Problem to work on
Once you find a line containing the word "tools" in the entries below, copy it.

Data for this exercise

^^^^^^^^

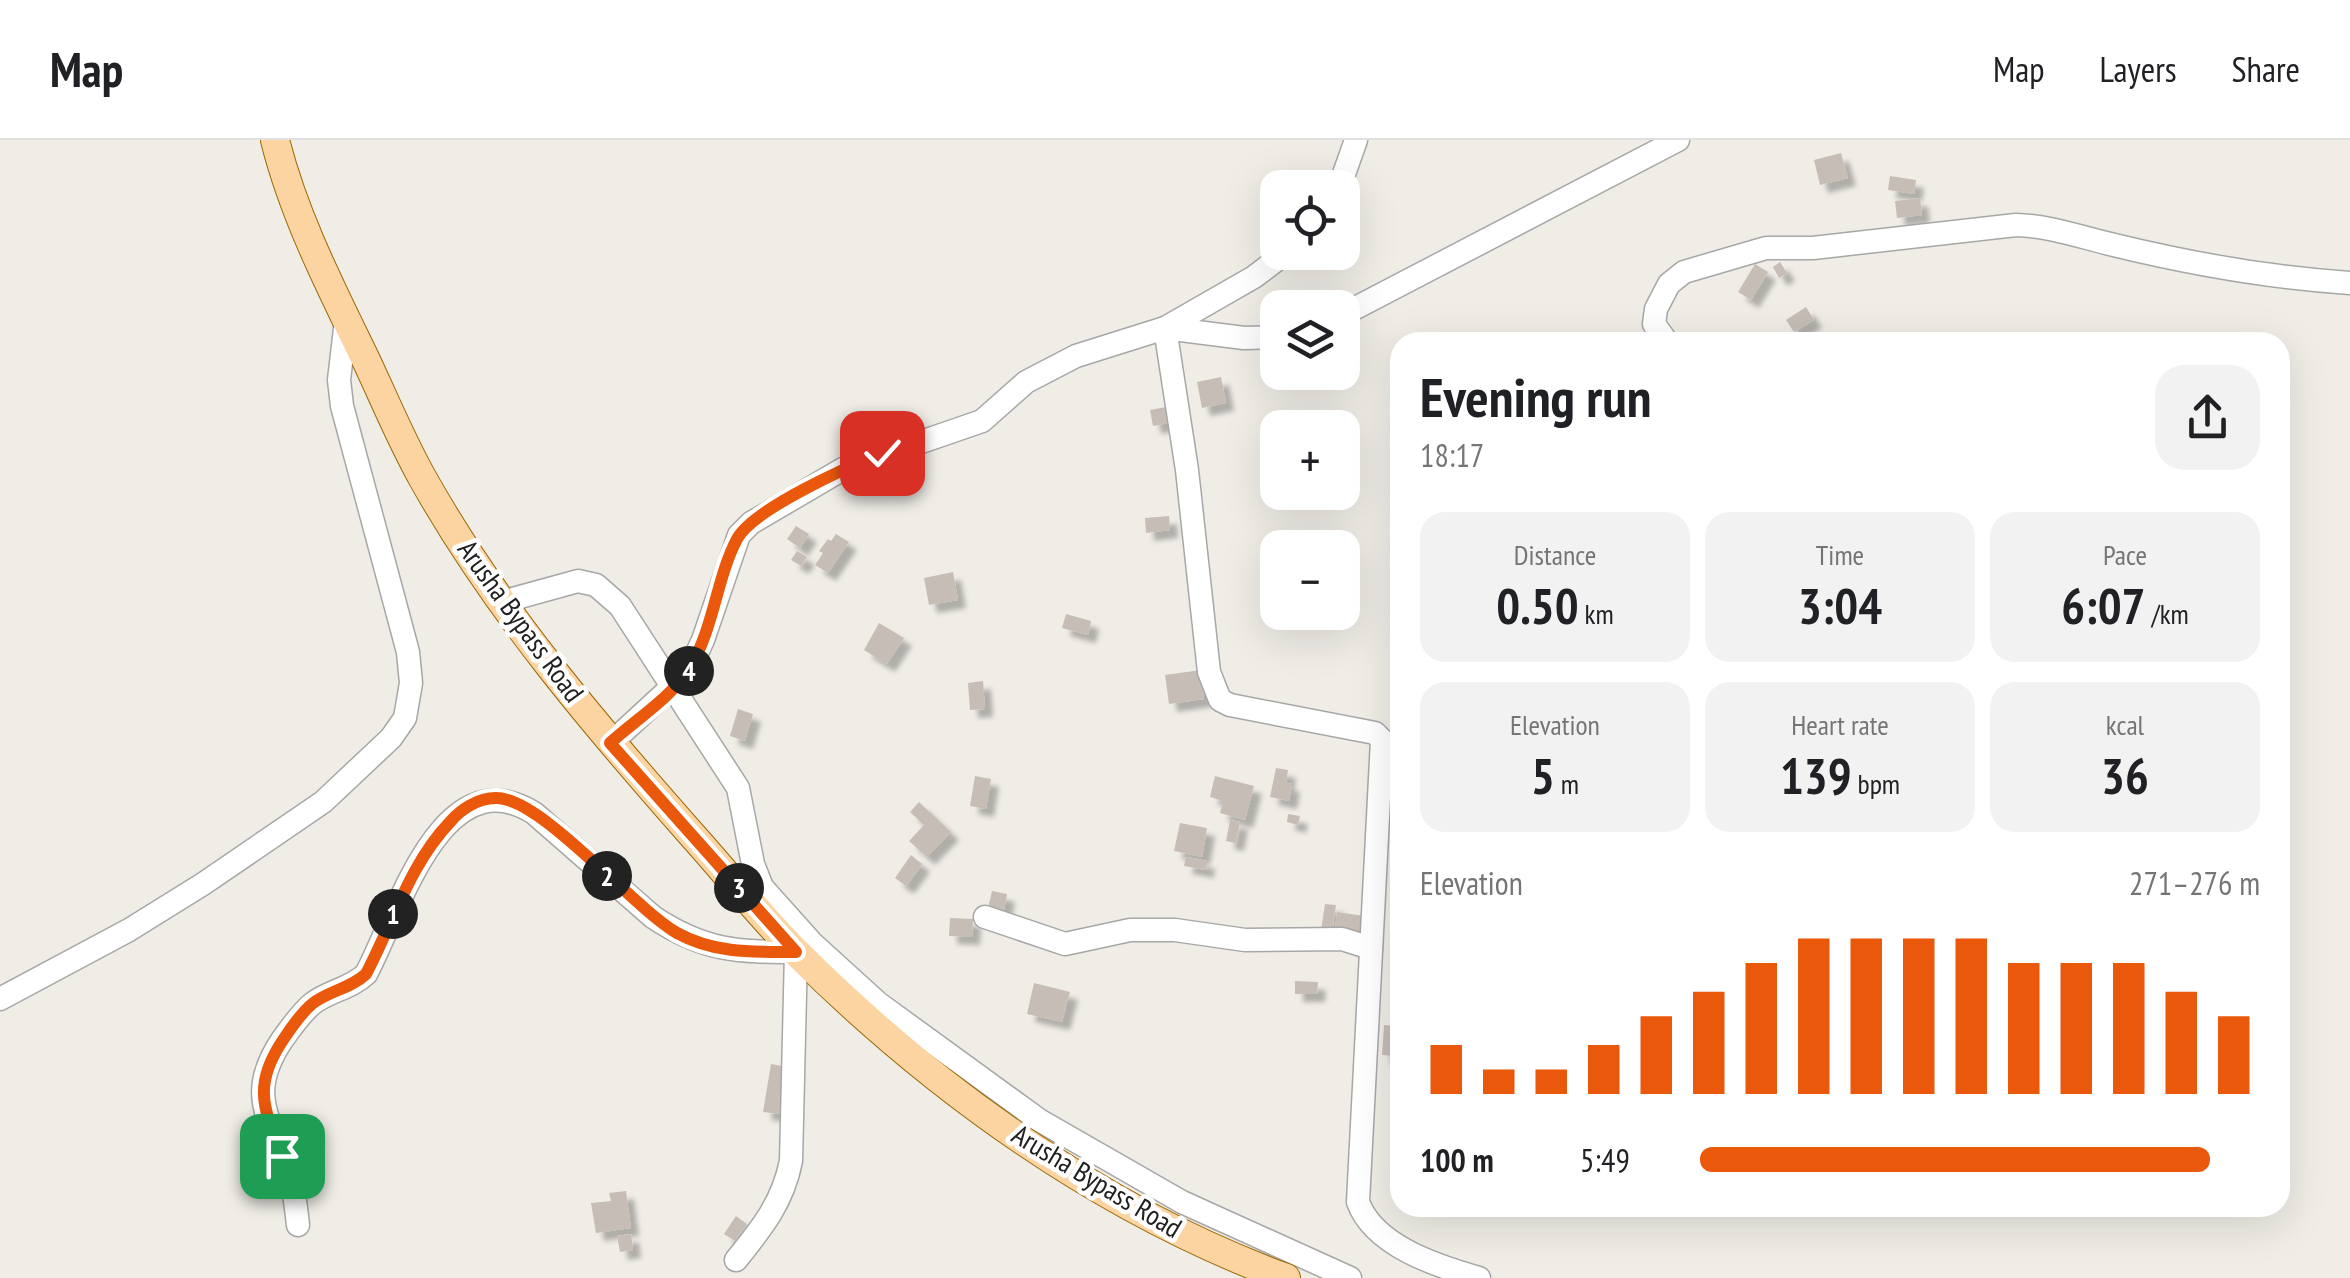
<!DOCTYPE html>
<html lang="en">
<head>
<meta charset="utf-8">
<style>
  body { margin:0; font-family:"PT Sans Narrow",sans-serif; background:#f2f2f2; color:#202124; height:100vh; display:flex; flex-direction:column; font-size:38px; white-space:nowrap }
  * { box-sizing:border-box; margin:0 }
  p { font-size:32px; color:#757577 }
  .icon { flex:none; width:55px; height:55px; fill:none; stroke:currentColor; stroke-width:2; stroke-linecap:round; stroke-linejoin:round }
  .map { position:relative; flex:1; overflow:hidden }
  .details { position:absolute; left:1390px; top:192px; width:900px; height:885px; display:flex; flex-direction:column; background:#fff; border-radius:30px; box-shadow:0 10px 40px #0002 }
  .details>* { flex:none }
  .tools { position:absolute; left:1260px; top:30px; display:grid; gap:20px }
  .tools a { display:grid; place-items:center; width:100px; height:100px; border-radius:20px; background:#fff; box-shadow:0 10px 40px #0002; font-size:50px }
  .pin { position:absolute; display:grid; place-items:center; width:85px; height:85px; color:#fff; margin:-42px; border-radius:20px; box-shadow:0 5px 15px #0006 }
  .km { position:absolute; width:50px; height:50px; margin:-25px; border-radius:50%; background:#222; color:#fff; font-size:28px; line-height:50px; text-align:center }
  .round { display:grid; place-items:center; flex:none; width:105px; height:105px; border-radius:30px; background:#f2f2f2 }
  .headline { display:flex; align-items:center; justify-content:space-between; height:170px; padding:0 30px }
  h1 { font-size:55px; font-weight:800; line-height:75px }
  .figures { display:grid; grid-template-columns:repeat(3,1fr); gap:15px; height:170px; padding:10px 30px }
  .figures div { display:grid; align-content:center; border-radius:25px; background:#f2f2f2; text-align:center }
  .figures b { font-size:50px; font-weight:800 }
  .figures small { font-size:28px; font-weight:400 }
  .figures p { font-size:28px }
  .chart { height:280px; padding:20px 30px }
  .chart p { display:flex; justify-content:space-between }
  .chart svg { width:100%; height:180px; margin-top:10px; stroke:#ea580c; stroke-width:6 }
  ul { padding:0 30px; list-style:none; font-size:32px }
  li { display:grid; grid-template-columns:160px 120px 1fr; align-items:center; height:75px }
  li i { height:25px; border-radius:12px; background:#ea580c }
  header { display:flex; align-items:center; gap:60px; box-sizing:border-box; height:140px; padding:0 50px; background:#fff; border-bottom:2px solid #e0e0e0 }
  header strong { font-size:48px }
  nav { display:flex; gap:55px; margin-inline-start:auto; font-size:35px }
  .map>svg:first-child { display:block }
  .building { fill:#c5bdb6; filter:url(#shadow) }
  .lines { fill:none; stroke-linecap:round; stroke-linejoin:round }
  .minor-casing { stroke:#a7a7a7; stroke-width:25 }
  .major-casing { stroke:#9b6701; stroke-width:30 }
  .minor { stroke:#fff; stroke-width:22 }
  .major { stroke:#fbd4a1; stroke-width:28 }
  .route-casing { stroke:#fff; stroke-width:20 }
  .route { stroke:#ea580c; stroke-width:12 }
  .labels { text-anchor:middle; stroke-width:9; stroke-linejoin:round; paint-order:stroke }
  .street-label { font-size:28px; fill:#202020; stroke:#fff }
</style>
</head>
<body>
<header>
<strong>Map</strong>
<nav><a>Map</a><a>Layers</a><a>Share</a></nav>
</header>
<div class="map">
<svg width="2350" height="1138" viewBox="0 0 2350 1138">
  <defs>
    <filter id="shadow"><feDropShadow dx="8" dy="8" stdDeviation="2.5" flood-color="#0004"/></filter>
  </defs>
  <rect width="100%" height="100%" fill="#f0ede7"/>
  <g class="building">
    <path d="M1841,13l7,25 -28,7 -6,-25z"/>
    <path d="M1890,36l26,4 -2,14 -26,-4z"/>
    <path d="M1920,58l2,17 -25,3 -2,-17z"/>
    <path d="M1780,122l7,11 -8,5 -6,-11z"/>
    <path d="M1755,124l13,8 -17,28 -13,-8z"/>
    <path d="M1806,167l8,13 -20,12 -8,-12z"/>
    <path d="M1221,237l5,26 -24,5 -5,-26z"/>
    <path d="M1166,267l3,16 -16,3 -3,-16z"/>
    <path d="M1270,290l8,1v12l-10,-1z"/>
    <path d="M1169,376l1,14 -24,3 -1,-15z"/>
    <path d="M796,386l13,8 -9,14 -13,-9z"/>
    <path d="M836,394l13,8 -21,31 -13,-8 8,-12 -4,-2 9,-12 3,2z"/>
    <path d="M797,411l10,6 -6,9 -10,-6z"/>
    <path d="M953,432l5,28 -29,5 -5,-27z"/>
    <path d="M1066,474l25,7 -3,14 -26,-7z"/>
    <path d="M879,483l25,15 -17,26 -23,-14z"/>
    <path d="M1201,530l3,29 -35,5 -4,-29z"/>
    <path d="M983,541l2,28 -15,1 -2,-27z"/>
    <path d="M738,569l15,5 -8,27 -15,-5z"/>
    <path d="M1276,628l12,2 -2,13 6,1 -3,17 -19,-4z"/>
    <path d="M975,636l16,3 -5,30 -16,-3z"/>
    <path d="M1215,636l39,10 -9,34 -25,-7 3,-12 -13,-4z"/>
    <path d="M919,662l32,30 -24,25 -18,-16 15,-16 -14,-13z"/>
    <path d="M1288,674l12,2 -2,9 -11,-3z"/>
    <path d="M1230,680l10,2 -4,21 -10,-2z"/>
    <path d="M1180,683l27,5 -5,29 -28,-6z"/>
    <path d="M911,715l11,9 -16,22 -11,-8z"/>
    <path d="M1186,717l21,4 -1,9 -22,-4z"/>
    <path d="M992,751l15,3 -4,21 -16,-3z"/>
    <path d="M1325,764l11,1 -4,27 -11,-2z"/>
    <path d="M1337,772l27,4 -2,17 -27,-3z"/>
    <path d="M950,778l23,1 -1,18 -23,-1z"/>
    <path d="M1295,841l23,1 -1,12h-22z"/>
    <path d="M1034,843l36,9 -8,30 -35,-8z"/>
    <path d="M1384,885l12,1 -2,30 -12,-1z"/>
    <path d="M771,924l16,3 -8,47 -16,-2z"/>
    <path d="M626,1051l5,37 -35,5 -5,-30 20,-2 -2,-8z"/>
    <path d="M736,1076l11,8 -12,17 -11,-7z"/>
    <path d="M631,1094l2,16 -13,2 -3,-16z"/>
  </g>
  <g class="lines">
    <defs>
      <g id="minor">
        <path d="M1339,48l17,-48"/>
        <path d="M1287,112l-33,25 -89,51 22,142 22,202 11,28 10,5 145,28 7,7 -24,462c16,44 79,64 121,76"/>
        <path d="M1342,175l336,-175"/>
        <path d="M1667,202l-13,-18 2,-15 13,-25 15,-12 82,-24h47l203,-23c35,1 64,12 98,20 74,18 161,33 236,38"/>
        <path d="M502,462l76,-21 18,4 24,21 118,182 15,76 9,23 51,57 65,59 161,117 143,82 168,76"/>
        <path d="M611,603l77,-71 15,-32 36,-105 12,-12 92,-54 139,-48 44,-39 50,-26 89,-28 79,10 34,-1"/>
        <path d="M985,777l80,27 65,-14h45l70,10 97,-1 29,9"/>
        <path d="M0,859l129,-69 74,-46 120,-82 68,-64 14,-20 6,-35 -3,-31 -66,-246 -3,-26 7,-60"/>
        <path d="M298,1085c-2,-18 -4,-37 -9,-54 -20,-54 -43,-77 -7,-131 9,-12 18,-26 30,-36 16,-13 38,-15 54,-30 32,-59 75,-219 168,-161l119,104c51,34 84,35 143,35l-5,209c-8,41 -29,67 -55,99"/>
      </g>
      <path id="major" d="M275,0c19,76 56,148 90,218 19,40 36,82 58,121 73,130 171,245 270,357 35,39 68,81 105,118 138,137 304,256 488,324"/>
    </defs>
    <use href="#minor" class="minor-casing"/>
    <use href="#major" class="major-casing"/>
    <use href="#minor" class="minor"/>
    <use href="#major" class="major"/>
  </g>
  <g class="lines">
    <defs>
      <path id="route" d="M282,1016c-18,-47 -30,-70 1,-116 8,-12 17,-26 29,-36 16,-13 38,-15 54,-30 27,-51 43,-109 84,-152 11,-13 28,-24 46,-24 46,0 136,109 181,135 38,21 78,19 119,19l-186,-209c24,-22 63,-47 79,-74 25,-40 27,-90 48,-130 16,-30 113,-73 145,-86"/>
    </defs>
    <use href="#route" class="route-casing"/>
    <use href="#route" class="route"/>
  </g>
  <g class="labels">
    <g class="street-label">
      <text transform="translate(521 481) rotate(54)" y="10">Arusha Bypass Road</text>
      <text transform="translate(1097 1041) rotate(31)" y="10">Arusha Bypass Road</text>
    </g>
  </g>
</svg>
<div class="tools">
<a><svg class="icon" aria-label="locate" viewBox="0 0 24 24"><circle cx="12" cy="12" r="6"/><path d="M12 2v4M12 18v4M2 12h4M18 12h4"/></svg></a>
<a><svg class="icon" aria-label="layers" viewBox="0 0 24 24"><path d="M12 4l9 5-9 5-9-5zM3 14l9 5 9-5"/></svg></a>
<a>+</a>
<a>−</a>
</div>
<div class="pin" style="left:282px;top:1016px;background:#1e9e55"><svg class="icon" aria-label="arrive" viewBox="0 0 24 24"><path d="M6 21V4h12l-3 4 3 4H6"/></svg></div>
<div class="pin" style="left:882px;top:313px;background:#d93025"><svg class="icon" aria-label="check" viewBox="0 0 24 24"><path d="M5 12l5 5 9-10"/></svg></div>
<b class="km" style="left:393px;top:774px">1</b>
<b class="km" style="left:607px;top:736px">2</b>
<b class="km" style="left:739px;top:748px">3</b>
<b class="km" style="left:689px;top:531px">4</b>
<section class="details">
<div class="headline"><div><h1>Evening run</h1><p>18:17</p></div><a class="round"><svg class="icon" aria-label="share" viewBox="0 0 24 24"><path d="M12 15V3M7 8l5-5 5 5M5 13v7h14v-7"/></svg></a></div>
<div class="figures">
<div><p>Distance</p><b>0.50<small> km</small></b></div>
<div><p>Time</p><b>3:04</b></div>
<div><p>Pace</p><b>6:07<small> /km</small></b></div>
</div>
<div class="figures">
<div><p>Elevation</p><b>5<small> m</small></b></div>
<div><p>Heart rate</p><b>139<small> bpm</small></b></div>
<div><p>kcal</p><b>36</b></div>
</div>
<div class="chart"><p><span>Elevation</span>271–276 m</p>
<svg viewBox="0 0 160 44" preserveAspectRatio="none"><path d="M5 44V32M15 44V38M25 44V38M35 44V32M45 44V25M55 44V19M65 44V12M75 44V6M85 44V6M95 44V6M105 44V6M115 44V12M125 44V12M135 44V12M145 44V19M155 44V25"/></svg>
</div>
<ul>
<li><b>100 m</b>5:49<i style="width:91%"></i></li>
</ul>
</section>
</div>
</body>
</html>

^^^^^^^^

Worked solution
  .tools { position:absolute; left:1260px; top:30px; display:grid; gap:20px }
  .tools a { display:grid; place-items:center; width:100px; height:100px; border-radius:20px; background:#fff; box-shadow:0 10px 40px #0002; font-size:50px }
<div class="tools">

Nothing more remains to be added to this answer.